There was a gentle rap on the window and Quinton looked up with an impatient sigh. But it was just one of his clerks with a couple of papers to sign.
Ranklin asked: “Then we won’t be hearing any of Langhorn’s story?”
Quinton smiled briefly. “Oh, we’ve got nothing to hide. He needed the petrol because he’s helping put a motor in a boat in the nearby canal, as I shall tell the court. And at the time of the fire, he was resting in his room. But this isn’t a case that turns on an alibi. The facts all depend on this afternoon’s witness.”
“And Langhorn hasn’t said any more about his threat . . . ?”
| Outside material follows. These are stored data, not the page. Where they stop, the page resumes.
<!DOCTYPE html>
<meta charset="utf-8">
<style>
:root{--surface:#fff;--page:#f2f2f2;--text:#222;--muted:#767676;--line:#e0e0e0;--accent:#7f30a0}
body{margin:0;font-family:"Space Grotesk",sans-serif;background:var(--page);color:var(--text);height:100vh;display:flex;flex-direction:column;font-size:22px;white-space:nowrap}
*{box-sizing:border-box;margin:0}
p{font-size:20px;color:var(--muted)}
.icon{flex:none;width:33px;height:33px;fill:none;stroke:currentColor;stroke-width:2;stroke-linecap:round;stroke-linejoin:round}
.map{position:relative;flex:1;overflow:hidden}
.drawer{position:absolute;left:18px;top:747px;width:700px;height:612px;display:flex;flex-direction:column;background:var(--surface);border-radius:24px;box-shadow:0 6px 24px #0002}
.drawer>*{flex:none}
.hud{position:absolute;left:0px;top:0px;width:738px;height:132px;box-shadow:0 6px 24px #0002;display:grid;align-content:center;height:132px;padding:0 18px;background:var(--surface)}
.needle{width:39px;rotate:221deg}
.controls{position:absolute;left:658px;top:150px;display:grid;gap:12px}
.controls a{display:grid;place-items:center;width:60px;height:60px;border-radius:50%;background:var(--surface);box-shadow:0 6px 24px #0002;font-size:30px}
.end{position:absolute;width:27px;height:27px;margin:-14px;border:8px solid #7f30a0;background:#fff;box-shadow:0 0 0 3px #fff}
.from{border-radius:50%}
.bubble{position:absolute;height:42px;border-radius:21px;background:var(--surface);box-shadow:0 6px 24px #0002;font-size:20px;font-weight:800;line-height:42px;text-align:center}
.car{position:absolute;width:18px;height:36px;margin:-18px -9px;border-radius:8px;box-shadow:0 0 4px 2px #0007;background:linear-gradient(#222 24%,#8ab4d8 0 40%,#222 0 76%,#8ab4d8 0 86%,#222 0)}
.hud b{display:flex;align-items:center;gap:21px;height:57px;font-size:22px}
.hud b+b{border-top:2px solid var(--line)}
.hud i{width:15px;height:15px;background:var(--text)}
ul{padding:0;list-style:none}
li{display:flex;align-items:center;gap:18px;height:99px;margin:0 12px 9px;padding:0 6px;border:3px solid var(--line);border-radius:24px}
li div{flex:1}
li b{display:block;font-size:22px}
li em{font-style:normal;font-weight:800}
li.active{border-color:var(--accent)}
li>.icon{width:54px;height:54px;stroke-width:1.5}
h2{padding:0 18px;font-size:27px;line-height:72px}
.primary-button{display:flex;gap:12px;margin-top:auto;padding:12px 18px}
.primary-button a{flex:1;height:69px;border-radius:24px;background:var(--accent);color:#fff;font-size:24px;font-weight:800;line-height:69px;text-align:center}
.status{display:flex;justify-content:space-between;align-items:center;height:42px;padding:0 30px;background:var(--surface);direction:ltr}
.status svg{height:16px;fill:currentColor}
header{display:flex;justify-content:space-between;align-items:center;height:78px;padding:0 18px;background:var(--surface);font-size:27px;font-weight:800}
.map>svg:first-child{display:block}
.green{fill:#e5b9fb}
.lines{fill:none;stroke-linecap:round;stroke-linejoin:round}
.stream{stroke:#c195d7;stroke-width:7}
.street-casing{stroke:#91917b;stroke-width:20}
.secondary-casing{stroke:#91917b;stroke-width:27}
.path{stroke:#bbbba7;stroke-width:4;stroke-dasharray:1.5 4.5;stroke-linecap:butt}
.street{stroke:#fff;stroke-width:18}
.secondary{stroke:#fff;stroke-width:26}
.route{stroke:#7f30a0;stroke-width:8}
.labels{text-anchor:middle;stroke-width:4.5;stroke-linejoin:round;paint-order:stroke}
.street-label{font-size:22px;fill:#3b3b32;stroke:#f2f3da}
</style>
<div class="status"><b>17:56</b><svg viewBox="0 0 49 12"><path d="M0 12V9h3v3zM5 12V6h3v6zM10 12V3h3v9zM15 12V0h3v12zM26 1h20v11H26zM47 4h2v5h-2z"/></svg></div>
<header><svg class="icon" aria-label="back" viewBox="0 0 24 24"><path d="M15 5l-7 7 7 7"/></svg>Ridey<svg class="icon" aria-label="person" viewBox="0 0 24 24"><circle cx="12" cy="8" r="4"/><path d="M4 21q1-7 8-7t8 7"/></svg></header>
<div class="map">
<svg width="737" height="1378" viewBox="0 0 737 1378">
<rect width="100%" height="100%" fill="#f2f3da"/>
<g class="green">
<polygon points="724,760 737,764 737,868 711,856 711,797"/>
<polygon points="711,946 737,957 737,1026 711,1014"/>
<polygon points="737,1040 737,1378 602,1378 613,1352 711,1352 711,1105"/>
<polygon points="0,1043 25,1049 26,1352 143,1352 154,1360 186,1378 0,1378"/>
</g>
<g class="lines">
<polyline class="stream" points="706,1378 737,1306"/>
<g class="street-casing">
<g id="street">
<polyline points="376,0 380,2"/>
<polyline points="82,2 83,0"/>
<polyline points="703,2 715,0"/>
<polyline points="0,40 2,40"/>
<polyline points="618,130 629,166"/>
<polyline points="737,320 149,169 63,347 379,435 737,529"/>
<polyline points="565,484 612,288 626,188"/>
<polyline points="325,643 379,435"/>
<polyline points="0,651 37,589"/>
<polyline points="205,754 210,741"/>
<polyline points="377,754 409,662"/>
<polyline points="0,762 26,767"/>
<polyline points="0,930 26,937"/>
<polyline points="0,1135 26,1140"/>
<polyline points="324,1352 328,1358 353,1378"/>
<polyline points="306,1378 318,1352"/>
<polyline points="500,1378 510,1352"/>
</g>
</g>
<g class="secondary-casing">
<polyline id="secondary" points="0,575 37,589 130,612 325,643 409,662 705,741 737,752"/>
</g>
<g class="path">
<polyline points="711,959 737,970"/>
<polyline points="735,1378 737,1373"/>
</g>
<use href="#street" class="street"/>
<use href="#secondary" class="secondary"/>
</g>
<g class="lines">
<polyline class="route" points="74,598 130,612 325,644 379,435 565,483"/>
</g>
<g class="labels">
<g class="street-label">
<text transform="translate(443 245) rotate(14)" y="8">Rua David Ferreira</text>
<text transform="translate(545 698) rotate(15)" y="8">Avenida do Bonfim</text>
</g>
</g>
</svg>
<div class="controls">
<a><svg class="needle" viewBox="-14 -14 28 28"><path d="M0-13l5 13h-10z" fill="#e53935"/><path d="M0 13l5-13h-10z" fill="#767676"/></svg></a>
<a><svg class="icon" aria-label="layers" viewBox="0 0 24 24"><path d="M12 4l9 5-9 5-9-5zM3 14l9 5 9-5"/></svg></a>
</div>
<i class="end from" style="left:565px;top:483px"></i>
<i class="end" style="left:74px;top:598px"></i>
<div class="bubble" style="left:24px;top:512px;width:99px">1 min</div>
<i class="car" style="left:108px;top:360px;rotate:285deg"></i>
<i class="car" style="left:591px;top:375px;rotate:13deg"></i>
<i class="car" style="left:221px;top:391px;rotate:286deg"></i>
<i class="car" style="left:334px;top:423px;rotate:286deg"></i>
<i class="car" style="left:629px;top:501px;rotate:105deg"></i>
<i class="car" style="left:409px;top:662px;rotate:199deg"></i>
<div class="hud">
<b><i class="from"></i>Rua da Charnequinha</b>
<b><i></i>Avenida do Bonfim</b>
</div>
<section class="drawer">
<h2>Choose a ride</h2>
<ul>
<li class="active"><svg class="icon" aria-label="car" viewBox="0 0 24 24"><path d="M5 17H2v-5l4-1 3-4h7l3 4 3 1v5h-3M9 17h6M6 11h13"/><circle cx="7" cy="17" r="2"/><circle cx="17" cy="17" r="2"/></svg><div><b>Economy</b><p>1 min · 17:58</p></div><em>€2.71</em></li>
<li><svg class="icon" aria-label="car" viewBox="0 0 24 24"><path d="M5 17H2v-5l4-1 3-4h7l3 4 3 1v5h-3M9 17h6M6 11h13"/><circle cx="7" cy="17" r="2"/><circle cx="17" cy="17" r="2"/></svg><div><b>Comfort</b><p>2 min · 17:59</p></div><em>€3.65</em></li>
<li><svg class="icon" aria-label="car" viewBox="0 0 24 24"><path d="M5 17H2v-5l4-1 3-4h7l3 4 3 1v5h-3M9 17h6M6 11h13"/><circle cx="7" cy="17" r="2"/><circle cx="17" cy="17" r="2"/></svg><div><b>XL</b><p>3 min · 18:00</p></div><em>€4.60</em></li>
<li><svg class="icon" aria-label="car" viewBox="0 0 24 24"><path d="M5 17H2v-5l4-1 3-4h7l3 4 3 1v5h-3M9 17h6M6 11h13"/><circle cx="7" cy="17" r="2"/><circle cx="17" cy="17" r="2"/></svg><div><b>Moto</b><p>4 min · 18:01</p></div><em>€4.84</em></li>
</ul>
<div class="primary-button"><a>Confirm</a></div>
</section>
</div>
“Captain, I hope you aren’t relying on me for any more explanation of that. As I suggested yesterday, I have a certain amount of experience at not being told what I don’t want to hear.”
Mildly annoyed, though without any justification, Ranklin said: “Never mind. Tomorrow we may well have our own man sharing his cell.”
“In Brixton? You won’t, you know. Things have changed since Dickens’s day. Whenever I go down there, each prisoner has a cell to himself and a number of empty ones left over. They don’t like prisoners on remand talking to each other and cooking up mutual alibis.”
Blast. And the Commander would say it was another of Ranklin’s half-baked, unthought-out wheezes, quite ignoring how eagerly he’d adopted it himself.
Pleased at ending the conversation on a winning note, Quinton smiled and said: “We’d better be getting back. Wish me luck.”
“Hals und Beinbruch,” Ranklin murmured, and if Quinton really had broken his neck and legs at that moment, he wouldn’t have minded at all.
There was a public telephone in the ante-chamber to the courts – probably for journalists – and Ranklin caught it at a free time. He called the office and made some arrangements. Then he had at least twenty minutes before the court restarted. He should have lunch, but there was hardly time enough, so he went outside again to light a pipe.
By the doorway was the man in the check suit, and by now a foreign-looking hat, who had been taking so many notes. He was a little taller than Ranklin, a little older, wore a neat grey-flecked black beard and was smoking a small cigar.
They looked at each other, smiled tentatively and then it became impossible not to speak.
“Are you a reporter?” Ranklin asked politely.